Data extracts: Begin

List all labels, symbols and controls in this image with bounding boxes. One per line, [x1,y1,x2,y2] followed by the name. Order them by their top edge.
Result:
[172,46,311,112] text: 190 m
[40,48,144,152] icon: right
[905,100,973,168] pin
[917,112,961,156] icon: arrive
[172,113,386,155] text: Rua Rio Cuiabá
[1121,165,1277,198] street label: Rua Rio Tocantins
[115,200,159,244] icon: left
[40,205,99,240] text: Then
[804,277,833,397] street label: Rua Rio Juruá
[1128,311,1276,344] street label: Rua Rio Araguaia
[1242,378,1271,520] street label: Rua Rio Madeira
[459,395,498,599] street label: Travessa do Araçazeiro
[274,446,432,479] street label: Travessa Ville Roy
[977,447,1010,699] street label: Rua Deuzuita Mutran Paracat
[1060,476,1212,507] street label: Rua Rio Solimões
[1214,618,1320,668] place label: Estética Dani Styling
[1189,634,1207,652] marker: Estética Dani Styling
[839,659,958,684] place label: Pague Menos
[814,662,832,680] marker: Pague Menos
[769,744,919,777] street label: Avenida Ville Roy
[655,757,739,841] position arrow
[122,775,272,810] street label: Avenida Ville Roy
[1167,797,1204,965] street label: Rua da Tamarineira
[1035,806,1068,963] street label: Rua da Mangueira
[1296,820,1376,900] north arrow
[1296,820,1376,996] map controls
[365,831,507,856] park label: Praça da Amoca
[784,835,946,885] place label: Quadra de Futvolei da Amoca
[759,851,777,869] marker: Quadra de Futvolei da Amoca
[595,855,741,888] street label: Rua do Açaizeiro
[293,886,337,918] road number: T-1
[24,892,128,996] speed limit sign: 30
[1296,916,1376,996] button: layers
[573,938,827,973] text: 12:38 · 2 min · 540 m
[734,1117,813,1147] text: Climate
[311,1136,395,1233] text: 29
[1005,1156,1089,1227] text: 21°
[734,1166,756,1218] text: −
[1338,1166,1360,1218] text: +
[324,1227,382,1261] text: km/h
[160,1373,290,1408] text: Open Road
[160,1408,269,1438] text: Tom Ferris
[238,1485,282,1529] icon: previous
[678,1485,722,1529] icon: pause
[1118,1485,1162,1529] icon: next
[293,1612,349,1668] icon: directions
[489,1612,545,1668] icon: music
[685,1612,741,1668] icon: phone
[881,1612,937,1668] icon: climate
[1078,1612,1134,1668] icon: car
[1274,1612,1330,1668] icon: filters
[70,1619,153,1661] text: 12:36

Data extracts: End

What is expected
Scan the data above. Return every line with "Futvolei" in it.

Response to this task
[784,835,946,885] place label: Quadra de Futvolei da Amoca
[759,851,777,869] marker: Quadra de Futvolei da Amoca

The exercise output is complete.